But then again, we all needed Alex. He was a huge part of all our lives and I think that's why it hurt way more, why we didn't want to believe what we already knew was the truth.

"Hey, Jack, you wanna go grab something to eat?" I asked him as we sat quietly in Alex's home studio with nothing in mind.

He shrugged, not even bothering to look over at me. He had been looking at Alex's favorite acoustic guitar and I could tell he wanted to go over and... just hold it.... hold him. How silly, right? To think that holding on to someone's personal item could possibly connect you to that person.

"He's not coming back." I snapped. I didn't mean to, I was having just as much trouble coping with this and he was making it harder.

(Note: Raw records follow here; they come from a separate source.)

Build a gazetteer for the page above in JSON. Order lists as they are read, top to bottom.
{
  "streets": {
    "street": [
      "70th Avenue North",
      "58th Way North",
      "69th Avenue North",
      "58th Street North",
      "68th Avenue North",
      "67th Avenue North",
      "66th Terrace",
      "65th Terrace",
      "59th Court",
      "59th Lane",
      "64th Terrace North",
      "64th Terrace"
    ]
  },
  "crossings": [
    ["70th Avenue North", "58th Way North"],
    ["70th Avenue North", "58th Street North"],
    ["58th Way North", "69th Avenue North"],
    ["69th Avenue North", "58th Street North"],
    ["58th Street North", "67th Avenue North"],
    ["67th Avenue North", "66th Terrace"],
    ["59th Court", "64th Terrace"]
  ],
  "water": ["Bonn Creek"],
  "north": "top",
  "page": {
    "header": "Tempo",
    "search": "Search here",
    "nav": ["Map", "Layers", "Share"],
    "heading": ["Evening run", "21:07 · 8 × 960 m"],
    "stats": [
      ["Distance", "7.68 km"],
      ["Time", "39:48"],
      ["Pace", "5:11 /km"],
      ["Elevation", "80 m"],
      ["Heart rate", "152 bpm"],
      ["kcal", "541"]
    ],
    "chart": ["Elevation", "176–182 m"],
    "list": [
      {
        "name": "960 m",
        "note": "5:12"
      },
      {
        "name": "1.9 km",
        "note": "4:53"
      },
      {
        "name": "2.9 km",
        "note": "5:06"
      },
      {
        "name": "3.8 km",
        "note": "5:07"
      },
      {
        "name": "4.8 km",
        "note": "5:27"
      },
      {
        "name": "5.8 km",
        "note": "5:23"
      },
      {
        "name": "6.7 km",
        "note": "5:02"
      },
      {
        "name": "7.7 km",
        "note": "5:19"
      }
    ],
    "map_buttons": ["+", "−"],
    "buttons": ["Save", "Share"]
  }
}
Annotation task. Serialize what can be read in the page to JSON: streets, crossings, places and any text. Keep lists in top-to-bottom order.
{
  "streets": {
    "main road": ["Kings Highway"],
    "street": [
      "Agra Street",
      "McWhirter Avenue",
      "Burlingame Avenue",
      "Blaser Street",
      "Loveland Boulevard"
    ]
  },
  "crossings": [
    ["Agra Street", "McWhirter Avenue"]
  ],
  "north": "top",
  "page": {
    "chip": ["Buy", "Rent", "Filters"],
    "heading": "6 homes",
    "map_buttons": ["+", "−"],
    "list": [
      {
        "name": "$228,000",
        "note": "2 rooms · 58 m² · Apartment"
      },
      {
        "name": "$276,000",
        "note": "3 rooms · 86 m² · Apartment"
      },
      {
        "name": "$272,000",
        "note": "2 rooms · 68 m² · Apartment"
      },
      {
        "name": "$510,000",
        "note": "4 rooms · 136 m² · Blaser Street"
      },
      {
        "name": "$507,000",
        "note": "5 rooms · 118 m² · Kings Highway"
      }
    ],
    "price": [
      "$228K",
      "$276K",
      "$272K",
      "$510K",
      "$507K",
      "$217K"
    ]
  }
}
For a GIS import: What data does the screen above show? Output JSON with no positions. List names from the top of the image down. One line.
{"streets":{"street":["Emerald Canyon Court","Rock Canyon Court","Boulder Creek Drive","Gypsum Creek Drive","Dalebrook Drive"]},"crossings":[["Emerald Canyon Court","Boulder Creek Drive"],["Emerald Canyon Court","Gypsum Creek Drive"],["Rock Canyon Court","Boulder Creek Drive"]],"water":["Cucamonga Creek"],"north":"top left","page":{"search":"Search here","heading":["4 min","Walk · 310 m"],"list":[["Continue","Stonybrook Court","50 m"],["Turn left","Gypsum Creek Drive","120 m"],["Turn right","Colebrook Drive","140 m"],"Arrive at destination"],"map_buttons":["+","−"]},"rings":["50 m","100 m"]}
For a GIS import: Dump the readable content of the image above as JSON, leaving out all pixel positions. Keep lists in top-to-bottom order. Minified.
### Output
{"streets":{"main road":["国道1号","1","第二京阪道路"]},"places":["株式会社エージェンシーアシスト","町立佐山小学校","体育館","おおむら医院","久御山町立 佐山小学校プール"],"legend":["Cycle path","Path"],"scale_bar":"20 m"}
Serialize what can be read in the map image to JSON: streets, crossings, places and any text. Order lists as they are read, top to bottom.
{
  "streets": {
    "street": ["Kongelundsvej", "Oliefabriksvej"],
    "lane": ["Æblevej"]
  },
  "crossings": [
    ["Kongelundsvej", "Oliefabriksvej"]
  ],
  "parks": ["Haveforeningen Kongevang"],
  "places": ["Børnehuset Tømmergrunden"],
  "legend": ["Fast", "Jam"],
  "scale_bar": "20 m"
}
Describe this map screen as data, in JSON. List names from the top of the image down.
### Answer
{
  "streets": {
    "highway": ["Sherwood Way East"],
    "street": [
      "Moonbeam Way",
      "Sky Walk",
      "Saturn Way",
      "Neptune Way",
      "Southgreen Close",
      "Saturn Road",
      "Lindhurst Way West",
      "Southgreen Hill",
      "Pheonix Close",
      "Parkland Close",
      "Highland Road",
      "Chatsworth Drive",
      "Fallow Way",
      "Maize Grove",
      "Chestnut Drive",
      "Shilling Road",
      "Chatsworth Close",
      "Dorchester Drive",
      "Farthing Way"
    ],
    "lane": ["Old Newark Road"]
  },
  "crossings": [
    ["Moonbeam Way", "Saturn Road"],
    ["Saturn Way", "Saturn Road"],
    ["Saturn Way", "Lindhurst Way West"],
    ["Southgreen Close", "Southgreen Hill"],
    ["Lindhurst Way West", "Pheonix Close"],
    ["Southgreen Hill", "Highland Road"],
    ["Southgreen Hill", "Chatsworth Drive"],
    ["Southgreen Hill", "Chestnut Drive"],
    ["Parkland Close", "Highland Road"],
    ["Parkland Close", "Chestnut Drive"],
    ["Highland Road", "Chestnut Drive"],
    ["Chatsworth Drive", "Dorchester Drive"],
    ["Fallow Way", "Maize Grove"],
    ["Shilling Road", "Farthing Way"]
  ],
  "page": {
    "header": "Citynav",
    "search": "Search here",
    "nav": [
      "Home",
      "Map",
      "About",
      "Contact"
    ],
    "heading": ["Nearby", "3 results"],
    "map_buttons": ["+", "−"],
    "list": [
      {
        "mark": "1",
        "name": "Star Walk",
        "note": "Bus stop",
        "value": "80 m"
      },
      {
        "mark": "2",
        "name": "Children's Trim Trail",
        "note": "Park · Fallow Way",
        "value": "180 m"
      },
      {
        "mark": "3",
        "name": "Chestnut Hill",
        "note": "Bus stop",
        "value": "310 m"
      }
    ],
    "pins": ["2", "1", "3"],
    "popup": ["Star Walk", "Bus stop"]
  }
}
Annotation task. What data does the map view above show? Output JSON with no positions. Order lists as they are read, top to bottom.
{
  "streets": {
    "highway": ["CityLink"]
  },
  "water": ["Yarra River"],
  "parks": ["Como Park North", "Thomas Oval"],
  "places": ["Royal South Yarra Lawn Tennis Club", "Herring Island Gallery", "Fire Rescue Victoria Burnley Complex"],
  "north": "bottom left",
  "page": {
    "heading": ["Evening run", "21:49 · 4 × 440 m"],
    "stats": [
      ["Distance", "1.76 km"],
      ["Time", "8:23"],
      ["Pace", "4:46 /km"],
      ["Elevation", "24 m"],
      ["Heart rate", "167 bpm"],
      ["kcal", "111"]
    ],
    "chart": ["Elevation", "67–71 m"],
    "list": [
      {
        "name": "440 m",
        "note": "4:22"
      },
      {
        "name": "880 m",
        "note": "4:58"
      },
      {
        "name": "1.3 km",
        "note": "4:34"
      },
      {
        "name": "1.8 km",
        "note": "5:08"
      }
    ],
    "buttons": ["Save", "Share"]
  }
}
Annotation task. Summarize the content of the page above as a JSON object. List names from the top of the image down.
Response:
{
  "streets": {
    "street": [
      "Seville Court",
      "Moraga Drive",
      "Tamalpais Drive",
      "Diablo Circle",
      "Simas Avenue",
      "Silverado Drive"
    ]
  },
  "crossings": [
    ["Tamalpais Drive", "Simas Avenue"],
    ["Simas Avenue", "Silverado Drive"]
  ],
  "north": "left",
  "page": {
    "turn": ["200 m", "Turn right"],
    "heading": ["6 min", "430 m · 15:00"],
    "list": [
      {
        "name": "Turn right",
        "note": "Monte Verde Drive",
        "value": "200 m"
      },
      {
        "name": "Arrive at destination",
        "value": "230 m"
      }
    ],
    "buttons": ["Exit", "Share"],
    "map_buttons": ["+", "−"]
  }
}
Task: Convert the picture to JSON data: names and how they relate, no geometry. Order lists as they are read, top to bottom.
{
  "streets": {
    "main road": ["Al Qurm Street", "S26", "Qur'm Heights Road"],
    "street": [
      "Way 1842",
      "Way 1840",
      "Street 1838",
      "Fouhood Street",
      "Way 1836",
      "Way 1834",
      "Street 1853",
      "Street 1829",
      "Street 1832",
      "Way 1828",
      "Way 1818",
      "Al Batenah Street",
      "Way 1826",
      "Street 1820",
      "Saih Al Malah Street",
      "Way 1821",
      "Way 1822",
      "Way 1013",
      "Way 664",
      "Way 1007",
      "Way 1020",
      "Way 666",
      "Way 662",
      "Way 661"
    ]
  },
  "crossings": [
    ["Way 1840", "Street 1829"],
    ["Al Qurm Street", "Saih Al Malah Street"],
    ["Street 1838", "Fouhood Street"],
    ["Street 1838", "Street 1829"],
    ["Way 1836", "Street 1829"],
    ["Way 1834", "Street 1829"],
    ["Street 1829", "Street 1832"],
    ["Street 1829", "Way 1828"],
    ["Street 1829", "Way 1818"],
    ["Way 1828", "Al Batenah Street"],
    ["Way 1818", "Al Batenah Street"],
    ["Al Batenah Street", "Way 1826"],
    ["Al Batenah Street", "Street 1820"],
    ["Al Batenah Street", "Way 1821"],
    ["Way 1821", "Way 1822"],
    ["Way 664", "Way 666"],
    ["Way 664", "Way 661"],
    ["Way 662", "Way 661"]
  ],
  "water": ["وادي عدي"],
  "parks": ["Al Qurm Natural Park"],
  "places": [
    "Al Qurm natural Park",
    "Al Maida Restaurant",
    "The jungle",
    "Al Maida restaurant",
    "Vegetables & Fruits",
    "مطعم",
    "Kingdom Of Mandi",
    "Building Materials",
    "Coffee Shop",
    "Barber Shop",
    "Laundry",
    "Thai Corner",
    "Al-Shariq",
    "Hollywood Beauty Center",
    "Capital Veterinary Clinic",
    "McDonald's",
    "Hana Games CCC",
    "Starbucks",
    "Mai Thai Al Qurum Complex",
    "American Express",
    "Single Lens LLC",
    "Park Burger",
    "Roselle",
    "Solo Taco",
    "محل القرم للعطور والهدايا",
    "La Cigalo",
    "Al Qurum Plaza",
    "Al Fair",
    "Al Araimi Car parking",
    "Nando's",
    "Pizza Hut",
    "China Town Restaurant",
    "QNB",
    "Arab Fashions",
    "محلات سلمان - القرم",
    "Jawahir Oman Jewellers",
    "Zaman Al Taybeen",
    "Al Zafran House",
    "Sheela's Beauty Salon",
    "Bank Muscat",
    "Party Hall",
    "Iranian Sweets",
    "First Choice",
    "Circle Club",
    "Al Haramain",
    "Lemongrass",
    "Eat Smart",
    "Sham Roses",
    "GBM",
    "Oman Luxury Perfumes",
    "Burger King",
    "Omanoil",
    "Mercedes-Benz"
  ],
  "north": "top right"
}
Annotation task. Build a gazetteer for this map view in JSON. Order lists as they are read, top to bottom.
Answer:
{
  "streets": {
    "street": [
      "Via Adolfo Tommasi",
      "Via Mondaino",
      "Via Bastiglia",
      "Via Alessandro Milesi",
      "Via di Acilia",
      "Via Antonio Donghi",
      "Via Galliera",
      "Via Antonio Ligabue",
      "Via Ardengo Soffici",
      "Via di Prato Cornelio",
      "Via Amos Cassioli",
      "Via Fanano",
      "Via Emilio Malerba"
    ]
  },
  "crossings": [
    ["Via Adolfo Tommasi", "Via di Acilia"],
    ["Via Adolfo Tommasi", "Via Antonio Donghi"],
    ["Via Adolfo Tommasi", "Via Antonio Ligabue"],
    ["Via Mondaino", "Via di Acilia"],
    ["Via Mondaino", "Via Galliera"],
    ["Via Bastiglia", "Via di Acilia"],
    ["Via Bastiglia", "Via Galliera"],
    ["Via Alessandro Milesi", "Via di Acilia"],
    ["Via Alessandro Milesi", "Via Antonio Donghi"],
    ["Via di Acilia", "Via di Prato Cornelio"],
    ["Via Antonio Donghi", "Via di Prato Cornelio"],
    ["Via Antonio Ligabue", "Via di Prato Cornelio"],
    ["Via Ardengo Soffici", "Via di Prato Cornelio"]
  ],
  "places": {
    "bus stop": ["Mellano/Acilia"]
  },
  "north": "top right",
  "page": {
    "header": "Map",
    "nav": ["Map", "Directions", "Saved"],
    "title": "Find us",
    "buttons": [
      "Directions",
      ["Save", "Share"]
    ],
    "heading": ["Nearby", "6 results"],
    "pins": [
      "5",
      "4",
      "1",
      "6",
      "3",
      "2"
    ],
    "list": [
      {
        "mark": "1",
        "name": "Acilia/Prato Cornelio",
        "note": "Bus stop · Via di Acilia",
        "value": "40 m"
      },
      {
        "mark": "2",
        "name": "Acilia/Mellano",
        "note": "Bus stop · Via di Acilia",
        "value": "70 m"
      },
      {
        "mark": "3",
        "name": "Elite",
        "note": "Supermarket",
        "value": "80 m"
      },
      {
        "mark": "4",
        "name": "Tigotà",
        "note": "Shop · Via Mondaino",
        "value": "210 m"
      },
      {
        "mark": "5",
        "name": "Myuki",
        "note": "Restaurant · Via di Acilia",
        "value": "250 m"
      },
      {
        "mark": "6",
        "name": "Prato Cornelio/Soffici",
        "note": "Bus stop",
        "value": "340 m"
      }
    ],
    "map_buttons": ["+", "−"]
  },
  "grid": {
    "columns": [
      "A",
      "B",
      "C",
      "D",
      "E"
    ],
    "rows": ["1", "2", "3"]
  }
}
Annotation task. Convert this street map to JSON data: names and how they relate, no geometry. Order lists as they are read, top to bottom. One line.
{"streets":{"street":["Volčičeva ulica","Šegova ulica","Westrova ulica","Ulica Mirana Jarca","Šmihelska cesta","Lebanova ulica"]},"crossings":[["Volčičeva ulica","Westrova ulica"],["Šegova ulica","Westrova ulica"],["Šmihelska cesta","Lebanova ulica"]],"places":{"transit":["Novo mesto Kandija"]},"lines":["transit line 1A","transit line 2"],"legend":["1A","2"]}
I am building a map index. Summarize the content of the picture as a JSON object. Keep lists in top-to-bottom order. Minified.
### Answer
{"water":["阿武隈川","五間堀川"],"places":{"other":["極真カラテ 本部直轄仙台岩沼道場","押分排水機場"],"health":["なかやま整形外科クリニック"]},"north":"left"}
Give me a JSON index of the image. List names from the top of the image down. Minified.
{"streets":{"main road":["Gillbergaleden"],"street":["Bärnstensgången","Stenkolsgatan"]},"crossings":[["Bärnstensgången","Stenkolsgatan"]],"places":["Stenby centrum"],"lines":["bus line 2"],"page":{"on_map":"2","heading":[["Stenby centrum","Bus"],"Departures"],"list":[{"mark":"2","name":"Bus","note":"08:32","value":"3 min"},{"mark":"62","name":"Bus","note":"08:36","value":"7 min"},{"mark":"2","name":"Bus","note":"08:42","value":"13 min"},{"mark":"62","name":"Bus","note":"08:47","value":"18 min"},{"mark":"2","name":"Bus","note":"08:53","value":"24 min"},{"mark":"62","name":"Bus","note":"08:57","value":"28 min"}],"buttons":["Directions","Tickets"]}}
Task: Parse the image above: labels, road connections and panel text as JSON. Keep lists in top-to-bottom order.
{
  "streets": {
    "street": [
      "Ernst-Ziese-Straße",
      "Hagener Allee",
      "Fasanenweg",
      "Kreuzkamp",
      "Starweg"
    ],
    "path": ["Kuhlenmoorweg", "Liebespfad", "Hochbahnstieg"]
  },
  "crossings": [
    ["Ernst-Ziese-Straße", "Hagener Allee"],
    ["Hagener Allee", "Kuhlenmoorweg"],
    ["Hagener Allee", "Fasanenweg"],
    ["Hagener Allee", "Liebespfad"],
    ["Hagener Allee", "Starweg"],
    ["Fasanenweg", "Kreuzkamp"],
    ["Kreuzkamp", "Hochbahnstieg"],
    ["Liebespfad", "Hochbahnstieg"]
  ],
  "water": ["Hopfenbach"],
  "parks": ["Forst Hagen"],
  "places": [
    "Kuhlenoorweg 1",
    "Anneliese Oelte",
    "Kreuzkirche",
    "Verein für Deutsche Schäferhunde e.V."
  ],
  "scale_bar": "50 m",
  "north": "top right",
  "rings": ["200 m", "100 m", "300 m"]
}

He looked over and glared at me, at me! I was practically his little sister and yet, he had looked at me like I was his worst enemy. I had never seen such look in Jack's eyes.

I sighed. "I'm... I'm sorry, Jack. I'm so sorry."

I tried walking over to him and putting a hand on his shoulder... you know? For moral support. But he got up and walked away, pushing me to the side in the process.
I sighed, putting my head in my hands. Nothing would ever be the same without him. But we would have to come to terms with it eventually, we had to. Even if it involved the band finding a new lead singer, or the band breaking up. Or even me... moving on? With Patrick?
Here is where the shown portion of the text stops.